Using Padilla v. Kentucky as precedent, Airaldi has a chance to have his petition for post-conviction relief approved, said Tychan. If that happens, Airaldi’s record would change on paper, and it would show a conviction that is less than a year long. This would consequently demote his aggravated felony conviction in immigration court and he would not be considered deportable any longer.
But for Airaldi, it isn’t just about uprooting and changing the past. Being suddenly detained has also cause his present life to come undone.
The owner of Greenpoint Bikes has already hired a replacement. Adam Sosnicki, 38, originally hired Airaldi through Craigslist. Sosnicki already owned Uro Café and wanted to open a bike store as well, despite knowing little about them. Sosnicki said that when Airaldi walked in, Airaldi was the first prospective employee Sosnicki liked.
“He was one of the best guys who came in when we opened,” said Sosnicki.
Although Airaldi only worked at the store for three months, he was so commonly associated with the shop that many people, including his friends, mistook him as a co-owner.
“Adam may be the main financer, but Pablo built out the whole place,” said Hennerty. “It’s common knowledge.”
Although Sosnicki thought it was odd, he admits that he wasn’t there at the shop most of the time and that Airaldi played a big role in the store’s nascent stages. Airaldi organized an art show at the building to attract customers and to increase the store’s presence in Greenpoint. It only began to irk Sosnicki when a local website wrote that Greenpoint Bikes now had two owners.
Sosnicki chose not to confront Airaldi, who he believed helped to perpetuate the misunderstanding, and remains hesitant to talk about it now in fears of hurting Airaldi’s immigration case.
“He’s locked up, I feel bad. If it helps his case that people think he owns it, okay,” said Sosnicki. “He is knowledgeable, in all honesty he is, about bikes,” he later adds. Sosnicki has since hired a replacement for Airaldi and said the shop is doing “better than ever.”

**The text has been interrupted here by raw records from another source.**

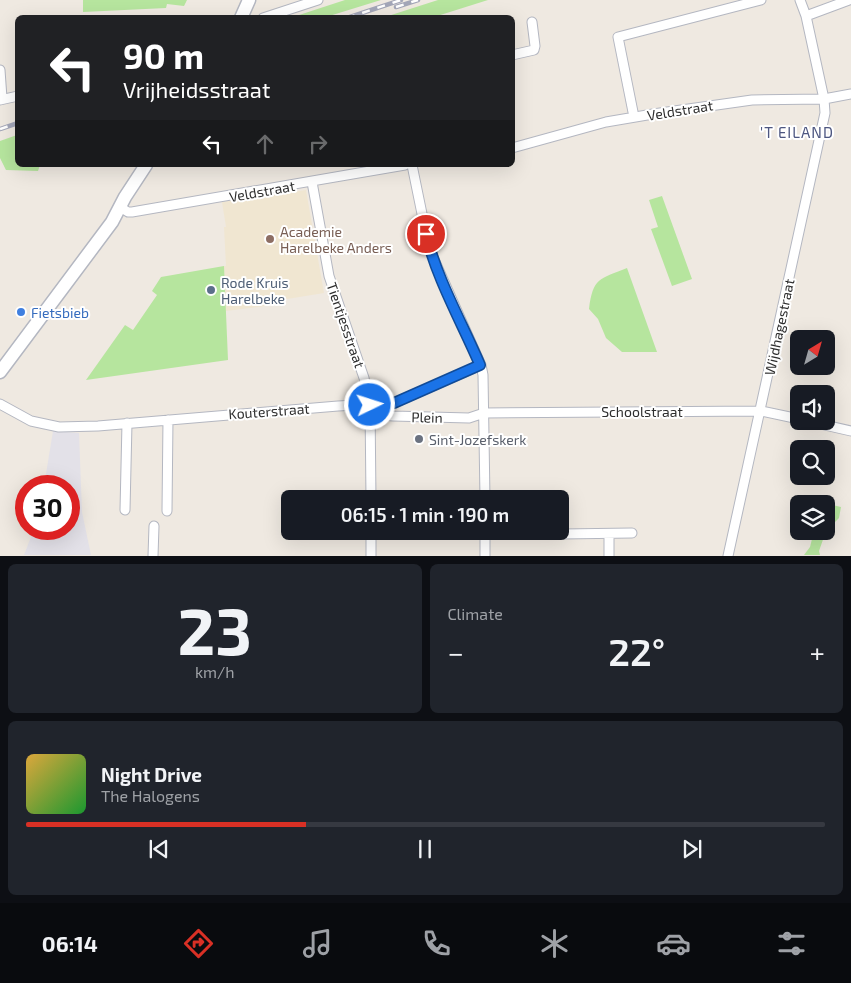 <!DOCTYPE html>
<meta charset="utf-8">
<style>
:root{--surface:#171b24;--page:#20242c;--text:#f1f3f6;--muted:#9ea1a6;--line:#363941;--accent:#d93025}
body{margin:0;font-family:"Exo 2",sans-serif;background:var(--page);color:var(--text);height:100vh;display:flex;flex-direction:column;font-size:19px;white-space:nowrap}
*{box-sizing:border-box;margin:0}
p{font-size:16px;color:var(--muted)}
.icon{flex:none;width:28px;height:28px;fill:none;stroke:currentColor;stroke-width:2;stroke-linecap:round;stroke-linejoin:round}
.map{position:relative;height:556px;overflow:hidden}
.drawer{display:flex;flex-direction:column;gap:8px;padding:8px;background:#0d0f14;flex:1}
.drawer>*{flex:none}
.hud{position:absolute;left:15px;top:15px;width:500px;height:152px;border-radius:8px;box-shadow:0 5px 20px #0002;background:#202124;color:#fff;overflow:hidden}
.needle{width:32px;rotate:37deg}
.buttons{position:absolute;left:790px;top:330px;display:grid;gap:10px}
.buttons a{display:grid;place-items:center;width:45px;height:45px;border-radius:8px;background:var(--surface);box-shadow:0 5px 20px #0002;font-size:25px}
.speed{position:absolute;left:15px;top:475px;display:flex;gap:10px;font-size:25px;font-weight:700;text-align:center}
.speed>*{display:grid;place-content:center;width:65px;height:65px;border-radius:50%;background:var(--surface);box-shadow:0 5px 20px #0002;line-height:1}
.speed .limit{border:8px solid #d22;background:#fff;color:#111}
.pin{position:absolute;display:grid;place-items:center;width:42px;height:42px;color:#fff;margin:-21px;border:2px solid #fff;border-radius:50%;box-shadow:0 1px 5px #0007}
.me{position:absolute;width:55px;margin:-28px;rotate:86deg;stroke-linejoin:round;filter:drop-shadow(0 0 4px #0008)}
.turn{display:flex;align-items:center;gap:18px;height:105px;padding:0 25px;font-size:22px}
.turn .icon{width:65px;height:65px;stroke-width:2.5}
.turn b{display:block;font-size:35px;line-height:42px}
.lanes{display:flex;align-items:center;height:48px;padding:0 25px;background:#0003;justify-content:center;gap:25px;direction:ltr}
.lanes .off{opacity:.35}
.big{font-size:38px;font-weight:600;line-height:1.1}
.drawer .card{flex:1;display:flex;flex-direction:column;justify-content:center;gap:8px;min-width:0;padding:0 18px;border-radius:8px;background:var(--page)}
.drawer .dial{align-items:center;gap:0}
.dial b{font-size:65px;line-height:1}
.song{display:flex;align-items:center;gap:15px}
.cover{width:60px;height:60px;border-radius:8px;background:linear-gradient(135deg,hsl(40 70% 55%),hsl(130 70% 35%))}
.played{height:5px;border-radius:2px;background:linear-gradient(90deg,var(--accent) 35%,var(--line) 35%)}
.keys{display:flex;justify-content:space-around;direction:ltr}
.heat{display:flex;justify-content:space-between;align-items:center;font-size:28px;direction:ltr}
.drawer .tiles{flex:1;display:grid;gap:8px;grid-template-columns:1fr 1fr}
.card:last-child{grid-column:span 2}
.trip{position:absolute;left:281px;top:490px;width:288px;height:50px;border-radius:8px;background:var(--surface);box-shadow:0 5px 20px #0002;font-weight:600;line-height:50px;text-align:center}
.menu{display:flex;height:80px;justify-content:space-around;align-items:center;background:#090b0e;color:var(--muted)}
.menu .icon{width:35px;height:35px}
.menu .on{color:var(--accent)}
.menu b{font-size:22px;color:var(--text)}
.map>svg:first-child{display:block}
</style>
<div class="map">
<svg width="851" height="556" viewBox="0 0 851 556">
<rect width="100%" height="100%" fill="#efe9e1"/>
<path fill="#e3e1e8" d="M53,431L79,433L82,512L91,555H24L34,529H69V486H44Z"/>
<path fill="#f0e6d1" d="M306,190L324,293L281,300V304L226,311L224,266H226L224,227H226L222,202Z"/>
<path fill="#b6e59e" d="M83,0H187L184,6L167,4L166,8L83,12Z
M345,0H381L326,17H293Z
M438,0H488L434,17H385Z
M17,135L18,165H40L38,171L6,170L0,158V141Z
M662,196L692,279L672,286L651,229L658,227L649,200Z
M224,266L228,360L86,380L125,325L133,330L157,295L152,291L161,277Z
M627,268L657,352H622L606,338L598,319L589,309C593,278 599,279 627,268Z
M814,498L820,502L841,507L839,518L826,531V504H812Z
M814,531H826L819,551L820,555H804L810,547Z"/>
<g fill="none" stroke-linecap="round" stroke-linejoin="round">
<g stroke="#b4b7c1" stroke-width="11">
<path id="street" d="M806,16L849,0
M263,18L318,0
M512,55L534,50L535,46L532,22
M0,70L2,98
M0,100L18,96
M634,117L618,37L761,0
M512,148L606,122L653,114L752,100L824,99L851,94
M412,165L429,248L481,365L483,375L485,499
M312,182L329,276L364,378L370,405L371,499
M120,207L128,212H132L405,165
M0,404L31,421L59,427L98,426L338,406L394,403L481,365
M370,414L393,416L469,418L484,413L761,411L799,419
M807,421L851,431
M125,510L127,423
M167,511L168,420
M371,531V556
M562,534L632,533
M609,534V556
M153,556L154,526
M485,556V531
M728,556L825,113L824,99L806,16L800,0"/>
</g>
<g stroke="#b4b7c1" stroke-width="15">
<path id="secondary" d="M241,18L249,0
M0,372L112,222L125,197L146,165"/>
</g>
<use href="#street" stroke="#fff" stroke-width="9"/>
<use href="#secondary" stroke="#fff" stroke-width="12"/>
<g stroke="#a3a6b8" stroke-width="4.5">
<path id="rail" d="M396,7L418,0
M347,18L401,0
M0,129L18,123"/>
</g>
<use href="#rail" stroke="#fff" stroke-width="2.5" stroke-dasharray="8" stroke-linecap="butt"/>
</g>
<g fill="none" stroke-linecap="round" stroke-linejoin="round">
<g stroke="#114b97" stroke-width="12">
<path id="route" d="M370,405L394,403L480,365C462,323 436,277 426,234"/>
</g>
<use href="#route" stroke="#1a73e8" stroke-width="9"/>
</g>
<circle fill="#8d6e63" stroke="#fff" stroke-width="2" cx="270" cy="239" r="5"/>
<circle fill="#5c6f8a" stroke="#fff" stroke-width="2" cx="211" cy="290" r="5"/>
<circle fill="#3f7fe0" stroke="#fff" stroke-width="2" cx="21" cy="312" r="5"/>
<circle fill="#6b7280" stroke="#fff" stroke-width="2" cx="419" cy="439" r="5"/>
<g text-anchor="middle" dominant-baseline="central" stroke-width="4" stroke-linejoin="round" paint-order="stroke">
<g font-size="14" fill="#2e2e2e" stroke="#fff">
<text transform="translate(680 110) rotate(-9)">Veldstraat</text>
<text transform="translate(262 191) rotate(-10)">Veldstraat</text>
<text transform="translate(346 325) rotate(71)">Tientjesstraat</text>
<text transform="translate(779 327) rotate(-78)">Wijdhagestraat</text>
<text transform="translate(269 411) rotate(-4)">Kouterstraat</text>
<text x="642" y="411">Schoolstraat</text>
<text transform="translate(427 417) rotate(1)">Plein</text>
</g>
<g font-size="14" fill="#785e54" stroke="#fff" text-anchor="start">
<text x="280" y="231">Academie<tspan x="280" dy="16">Harelbeke Anders</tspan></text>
</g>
<g font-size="14" fill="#4e5e75" stroke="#fff" text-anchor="start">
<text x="221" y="282">Rode Kruis<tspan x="221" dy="16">Harelbeke</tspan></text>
</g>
<g font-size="14" fill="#366cbe" stroke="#fff" text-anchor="start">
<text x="31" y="312">Fietsbieb</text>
</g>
<g font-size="14" fill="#5b616d" stroke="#fff" text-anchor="start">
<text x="429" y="439">Sint-Jozefskerk</text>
</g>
<g font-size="15" letter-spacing="1" fill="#4d5680" stroke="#fff">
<text x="797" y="132">'T EILAND</text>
</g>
</g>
</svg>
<div class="buttons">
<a><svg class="needle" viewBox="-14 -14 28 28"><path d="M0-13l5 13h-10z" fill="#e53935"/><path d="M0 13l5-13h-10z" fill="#9ea1a6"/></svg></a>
<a><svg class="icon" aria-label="sound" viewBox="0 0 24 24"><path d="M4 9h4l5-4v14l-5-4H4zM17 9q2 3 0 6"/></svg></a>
<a><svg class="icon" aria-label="search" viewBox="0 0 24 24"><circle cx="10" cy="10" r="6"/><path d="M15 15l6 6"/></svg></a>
<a><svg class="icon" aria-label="layers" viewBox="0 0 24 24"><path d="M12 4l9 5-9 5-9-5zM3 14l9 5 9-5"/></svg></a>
</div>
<div class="speed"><div class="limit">30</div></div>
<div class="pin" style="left:426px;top:234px;background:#d93025"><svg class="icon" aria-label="arrive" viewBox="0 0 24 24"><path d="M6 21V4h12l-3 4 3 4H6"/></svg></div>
<svg class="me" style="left:370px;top:405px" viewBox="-20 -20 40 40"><circle r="17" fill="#1a73e8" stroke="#fff" stroke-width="3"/><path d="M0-11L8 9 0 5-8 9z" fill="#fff"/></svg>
<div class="trip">06:15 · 1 min · 190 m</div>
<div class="hud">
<div class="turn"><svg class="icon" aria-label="left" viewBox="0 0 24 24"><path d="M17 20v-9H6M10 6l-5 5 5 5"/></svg><div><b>90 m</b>Vrijheidsstraat</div></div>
<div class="lanes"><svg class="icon" aria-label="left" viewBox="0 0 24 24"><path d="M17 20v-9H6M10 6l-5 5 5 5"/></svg><svg class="icon off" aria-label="ahead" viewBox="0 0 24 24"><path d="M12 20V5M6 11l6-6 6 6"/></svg><svg class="icon off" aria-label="right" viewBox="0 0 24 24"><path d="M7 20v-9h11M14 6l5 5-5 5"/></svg></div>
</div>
</div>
<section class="drawer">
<div class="tiles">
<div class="card dial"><b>23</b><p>km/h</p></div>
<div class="card"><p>Climate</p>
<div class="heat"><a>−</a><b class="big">22°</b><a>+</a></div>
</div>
<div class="card">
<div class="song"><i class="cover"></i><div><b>Night Drive</b><p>The Halogens</p></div></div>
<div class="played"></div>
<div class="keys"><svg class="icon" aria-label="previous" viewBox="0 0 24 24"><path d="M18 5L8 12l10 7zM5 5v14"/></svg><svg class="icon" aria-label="pause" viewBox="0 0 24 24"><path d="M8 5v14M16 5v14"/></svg><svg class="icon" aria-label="next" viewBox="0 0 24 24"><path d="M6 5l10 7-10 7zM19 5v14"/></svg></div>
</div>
</div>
</section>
<nav class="menu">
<b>06:14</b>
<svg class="icon on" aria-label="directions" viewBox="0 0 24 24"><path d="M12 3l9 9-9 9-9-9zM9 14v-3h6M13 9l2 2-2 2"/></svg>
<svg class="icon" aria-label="music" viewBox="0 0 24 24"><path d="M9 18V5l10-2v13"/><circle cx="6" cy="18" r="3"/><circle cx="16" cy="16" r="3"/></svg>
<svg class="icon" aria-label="phone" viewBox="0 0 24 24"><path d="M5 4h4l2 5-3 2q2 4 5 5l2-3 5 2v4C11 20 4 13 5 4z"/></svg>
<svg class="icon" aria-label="climate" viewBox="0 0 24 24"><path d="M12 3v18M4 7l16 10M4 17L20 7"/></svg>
<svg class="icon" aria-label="car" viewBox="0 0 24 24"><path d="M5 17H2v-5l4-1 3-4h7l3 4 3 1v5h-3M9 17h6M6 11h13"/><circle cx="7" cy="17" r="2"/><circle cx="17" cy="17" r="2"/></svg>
<svg class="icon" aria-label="filters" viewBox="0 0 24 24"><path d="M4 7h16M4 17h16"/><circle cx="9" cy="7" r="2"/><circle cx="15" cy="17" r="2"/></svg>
</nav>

In the meantime, Airaldi remains in the Hudson County Correctional Center until his next hearing on January 6, 2011. The possibility of Airaldi returning to the bike shop, however, is unlikely.
“I don’t really want to talk about it,” said Airaldi avoiding the details. “From what I know, there was a verbal agreement that had been said, but it’s been disregarded. It’s a sore spot for me but what can you do? That’s what happens when you go to jail.”